**Action item**
Give again, word for word, each line below starting at the one that contains "M133 1556 141" and ending at the one that contains "M123 777 137 784 122 815 108 808Z".

Dataset entries:
——
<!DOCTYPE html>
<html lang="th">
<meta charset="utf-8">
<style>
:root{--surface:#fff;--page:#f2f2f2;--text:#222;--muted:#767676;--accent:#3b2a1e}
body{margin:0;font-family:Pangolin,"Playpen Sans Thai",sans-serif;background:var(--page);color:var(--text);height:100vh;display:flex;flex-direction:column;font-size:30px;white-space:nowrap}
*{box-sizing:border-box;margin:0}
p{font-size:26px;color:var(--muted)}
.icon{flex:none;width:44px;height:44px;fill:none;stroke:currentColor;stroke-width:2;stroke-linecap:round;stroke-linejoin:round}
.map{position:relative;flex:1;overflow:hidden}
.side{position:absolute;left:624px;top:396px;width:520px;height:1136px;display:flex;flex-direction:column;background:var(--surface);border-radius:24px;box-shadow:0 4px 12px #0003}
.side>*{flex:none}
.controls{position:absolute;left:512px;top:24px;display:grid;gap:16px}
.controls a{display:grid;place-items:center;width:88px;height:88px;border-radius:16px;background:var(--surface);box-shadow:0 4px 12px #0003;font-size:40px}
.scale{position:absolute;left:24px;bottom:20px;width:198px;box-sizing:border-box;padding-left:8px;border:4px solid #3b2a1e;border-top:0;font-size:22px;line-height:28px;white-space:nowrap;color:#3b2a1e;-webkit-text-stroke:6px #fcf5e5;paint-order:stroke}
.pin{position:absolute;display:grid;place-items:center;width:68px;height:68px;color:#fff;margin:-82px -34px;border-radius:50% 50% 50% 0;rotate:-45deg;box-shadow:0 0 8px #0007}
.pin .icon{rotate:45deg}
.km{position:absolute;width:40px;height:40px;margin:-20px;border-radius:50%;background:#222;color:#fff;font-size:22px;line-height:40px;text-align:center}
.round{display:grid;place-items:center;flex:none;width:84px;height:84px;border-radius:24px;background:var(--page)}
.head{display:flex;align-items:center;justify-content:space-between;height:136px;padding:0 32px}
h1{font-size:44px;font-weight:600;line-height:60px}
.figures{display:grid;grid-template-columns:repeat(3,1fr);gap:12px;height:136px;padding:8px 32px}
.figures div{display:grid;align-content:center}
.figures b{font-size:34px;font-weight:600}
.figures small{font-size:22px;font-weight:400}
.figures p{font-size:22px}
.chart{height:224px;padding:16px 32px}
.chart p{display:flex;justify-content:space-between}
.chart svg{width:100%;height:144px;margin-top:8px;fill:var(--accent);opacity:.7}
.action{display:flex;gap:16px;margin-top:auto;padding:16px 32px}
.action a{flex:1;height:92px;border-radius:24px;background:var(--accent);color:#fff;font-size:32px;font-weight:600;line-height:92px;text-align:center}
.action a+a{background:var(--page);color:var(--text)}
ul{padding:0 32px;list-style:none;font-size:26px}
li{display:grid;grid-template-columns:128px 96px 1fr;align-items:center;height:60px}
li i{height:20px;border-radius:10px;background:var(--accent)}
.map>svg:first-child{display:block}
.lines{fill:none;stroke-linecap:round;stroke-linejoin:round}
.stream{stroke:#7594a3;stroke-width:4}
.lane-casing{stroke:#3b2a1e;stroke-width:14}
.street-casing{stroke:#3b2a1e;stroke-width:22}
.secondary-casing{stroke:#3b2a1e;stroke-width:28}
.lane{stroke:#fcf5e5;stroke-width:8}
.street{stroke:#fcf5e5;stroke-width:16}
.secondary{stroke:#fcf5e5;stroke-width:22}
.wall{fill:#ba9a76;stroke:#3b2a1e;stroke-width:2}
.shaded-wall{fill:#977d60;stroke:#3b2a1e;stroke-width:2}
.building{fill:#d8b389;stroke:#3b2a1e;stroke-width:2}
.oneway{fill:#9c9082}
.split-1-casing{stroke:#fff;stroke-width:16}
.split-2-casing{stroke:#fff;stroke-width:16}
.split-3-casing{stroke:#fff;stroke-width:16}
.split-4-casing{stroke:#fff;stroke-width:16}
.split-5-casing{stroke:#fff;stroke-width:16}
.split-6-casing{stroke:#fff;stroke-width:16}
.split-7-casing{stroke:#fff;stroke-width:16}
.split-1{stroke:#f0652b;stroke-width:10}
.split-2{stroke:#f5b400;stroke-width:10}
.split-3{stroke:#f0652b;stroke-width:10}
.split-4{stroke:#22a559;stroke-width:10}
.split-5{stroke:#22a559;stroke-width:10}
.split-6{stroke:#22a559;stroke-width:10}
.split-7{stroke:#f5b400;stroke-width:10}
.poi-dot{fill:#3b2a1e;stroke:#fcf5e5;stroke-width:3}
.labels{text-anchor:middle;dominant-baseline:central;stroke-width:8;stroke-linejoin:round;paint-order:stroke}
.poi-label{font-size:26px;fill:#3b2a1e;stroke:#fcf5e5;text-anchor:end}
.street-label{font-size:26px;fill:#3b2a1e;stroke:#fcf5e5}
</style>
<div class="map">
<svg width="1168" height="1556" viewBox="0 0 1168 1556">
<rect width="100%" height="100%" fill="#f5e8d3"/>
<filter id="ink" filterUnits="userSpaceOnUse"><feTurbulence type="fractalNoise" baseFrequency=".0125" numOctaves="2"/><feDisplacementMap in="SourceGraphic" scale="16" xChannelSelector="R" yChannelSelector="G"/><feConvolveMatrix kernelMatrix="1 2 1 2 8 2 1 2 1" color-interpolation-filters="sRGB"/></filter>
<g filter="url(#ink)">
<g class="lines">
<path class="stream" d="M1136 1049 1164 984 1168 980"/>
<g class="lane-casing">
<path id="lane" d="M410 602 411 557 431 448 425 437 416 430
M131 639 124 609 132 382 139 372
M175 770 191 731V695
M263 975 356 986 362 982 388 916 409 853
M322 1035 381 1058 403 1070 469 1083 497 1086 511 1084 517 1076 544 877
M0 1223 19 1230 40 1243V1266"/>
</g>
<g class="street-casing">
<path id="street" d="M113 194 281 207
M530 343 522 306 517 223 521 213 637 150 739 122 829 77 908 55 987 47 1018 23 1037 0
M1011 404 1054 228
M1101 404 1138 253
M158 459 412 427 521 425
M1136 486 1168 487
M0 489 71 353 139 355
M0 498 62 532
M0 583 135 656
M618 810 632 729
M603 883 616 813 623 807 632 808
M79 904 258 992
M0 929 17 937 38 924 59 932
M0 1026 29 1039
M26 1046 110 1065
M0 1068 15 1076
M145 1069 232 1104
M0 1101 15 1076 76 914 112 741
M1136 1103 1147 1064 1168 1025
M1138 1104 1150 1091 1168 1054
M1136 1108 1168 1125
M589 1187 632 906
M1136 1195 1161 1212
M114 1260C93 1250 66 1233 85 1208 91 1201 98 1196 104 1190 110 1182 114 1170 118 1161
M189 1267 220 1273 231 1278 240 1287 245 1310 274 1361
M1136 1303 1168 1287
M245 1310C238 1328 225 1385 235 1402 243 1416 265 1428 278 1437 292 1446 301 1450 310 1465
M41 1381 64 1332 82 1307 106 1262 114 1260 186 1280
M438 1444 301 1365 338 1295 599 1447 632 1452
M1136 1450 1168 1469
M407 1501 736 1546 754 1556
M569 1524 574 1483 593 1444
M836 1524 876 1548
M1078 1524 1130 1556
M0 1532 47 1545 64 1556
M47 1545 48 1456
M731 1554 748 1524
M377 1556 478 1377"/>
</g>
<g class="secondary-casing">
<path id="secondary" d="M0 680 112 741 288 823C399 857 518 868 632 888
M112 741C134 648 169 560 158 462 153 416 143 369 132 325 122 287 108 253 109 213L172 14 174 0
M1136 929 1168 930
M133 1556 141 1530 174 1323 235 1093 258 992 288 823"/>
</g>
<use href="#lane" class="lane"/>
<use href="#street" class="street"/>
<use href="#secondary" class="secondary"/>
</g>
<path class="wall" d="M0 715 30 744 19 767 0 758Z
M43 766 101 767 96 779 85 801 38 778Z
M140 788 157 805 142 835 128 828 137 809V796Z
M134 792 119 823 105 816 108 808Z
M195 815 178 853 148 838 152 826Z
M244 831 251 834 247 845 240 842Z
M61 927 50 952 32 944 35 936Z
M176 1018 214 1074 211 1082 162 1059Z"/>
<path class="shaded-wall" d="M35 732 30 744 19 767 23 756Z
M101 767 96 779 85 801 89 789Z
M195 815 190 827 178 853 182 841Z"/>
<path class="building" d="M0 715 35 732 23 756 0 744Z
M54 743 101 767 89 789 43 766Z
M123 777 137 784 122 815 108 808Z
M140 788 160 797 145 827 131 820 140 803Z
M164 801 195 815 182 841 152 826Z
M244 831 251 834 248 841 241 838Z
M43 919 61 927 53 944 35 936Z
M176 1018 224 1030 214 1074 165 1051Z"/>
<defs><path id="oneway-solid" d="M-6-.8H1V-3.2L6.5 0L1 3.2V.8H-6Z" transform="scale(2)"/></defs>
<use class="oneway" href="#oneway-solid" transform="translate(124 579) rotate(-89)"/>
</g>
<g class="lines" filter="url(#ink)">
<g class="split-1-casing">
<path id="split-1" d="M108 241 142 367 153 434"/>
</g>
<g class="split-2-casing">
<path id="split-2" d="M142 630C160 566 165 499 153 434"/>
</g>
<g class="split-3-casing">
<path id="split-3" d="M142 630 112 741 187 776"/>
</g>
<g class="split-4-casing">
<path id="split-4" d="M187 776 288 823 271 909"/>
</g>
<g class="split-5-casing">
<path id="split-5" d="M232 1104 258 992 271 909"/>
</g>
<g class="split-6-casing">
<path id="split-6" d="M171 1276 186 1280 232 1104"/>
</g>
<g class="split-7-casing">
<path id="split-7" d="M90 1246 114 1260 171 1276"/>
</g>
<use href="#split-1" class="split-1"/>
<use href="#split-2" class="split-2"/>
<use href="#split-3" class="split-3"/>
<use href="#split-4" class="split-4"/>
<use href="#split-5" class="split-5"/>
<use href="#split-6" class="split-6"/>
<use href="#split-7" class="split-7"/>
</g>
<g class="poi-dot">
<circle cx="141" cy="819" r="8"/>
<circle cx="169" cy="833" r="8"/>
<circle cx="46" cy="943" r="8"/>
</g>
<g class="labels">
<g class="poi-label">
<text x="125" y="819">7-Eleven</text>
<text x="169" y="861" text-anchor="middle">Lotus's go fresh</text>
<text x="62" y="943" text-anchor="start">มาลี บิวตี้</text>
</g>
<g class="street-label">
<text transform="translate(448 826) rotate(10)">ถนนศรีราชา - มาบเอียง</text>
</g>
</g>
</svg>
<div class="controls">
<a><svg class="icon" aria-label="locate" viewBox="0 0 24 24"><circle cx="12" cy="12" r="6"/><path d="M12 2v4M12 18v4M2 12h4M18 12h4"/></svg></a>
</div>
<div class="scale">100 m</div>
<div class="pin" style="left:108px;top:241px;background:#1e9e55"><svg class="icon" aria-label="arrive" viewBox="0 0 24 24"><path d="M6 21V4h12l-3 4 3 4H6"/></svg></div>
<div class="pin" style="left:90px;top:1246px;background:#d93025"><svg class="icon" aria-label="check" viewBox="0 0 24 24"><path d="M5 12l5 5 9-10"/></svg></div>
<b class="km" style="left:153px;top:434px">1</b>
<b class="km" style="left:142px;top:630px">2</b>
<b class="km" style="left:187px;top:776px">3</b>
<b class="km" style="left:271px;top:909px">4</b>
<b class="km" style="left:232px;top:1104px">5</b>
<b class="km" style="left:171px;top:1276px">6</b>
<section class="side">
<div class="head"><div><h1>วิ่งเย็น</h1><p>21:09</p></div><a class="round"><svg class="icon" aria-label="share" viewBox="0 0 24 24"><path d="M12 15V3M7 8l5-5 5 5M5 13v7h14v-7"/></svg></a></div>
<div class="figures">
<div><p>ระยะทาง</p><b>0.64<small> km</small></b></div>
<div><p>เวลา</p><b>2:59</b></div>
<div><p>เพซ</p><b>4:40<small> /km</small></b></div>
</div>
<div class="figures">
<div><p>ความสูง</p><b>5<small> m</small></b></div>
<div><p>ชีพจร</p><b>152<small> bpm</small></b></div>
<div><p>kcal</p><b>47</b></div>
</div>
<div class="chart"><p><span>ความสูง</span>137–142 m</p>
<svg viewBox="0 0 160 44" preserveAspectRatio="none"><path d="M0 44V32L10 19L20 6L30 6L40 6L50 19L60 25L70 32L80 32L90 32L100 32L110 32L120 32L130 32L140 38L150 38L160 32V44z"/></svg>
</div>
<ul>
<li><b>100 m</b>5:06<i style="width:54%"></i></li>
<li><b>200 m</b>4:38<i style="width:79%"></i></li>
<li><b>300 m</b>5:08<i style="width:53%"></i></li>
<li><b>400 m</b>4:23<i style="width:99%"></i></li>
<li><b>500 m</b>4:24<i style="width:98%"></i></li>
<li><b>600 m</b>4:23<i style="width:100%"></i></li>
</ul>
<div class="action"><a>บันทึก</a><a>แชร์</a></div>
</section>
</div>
——
**Reply to the task**
M133 1556 141 1530 174 1323 235 1093 258 992 288 823"/>
</g>
<use href="#lane" class="lane"/>
<use href="#street" class="street"/>
<use href="#secondary" class="secondary"/>
</g>
<path class="wall" d="M0 715 30 744 19 767 0 758Z
M43 766 101 767 96 779 85 801 38 778Z
M140 788 157 805 142 835 128 828 137 809V796Z
M134 792 119 823 105 816 108 808Z
M195 815 178 853 148 838 152 826Z
M244 831 251 834 247 845 240 842Z
M61 927 50 952 32 944 35 936Z
M176 1018 214 1074 211 1082 162 1059Z"/>
<path class="shaded-wall" d="M35 732 30 744 19 767 23 756Z
M101 767 96 779 85 801 89 789Z
M195 815 190 827 178 853 182 841Z"/>
<path class="building" d="M0 715 35 732 23 756 0 744Z
M54 743 101 767 89 789 43 766Z
M123 777 137 784 122 815 108 808Z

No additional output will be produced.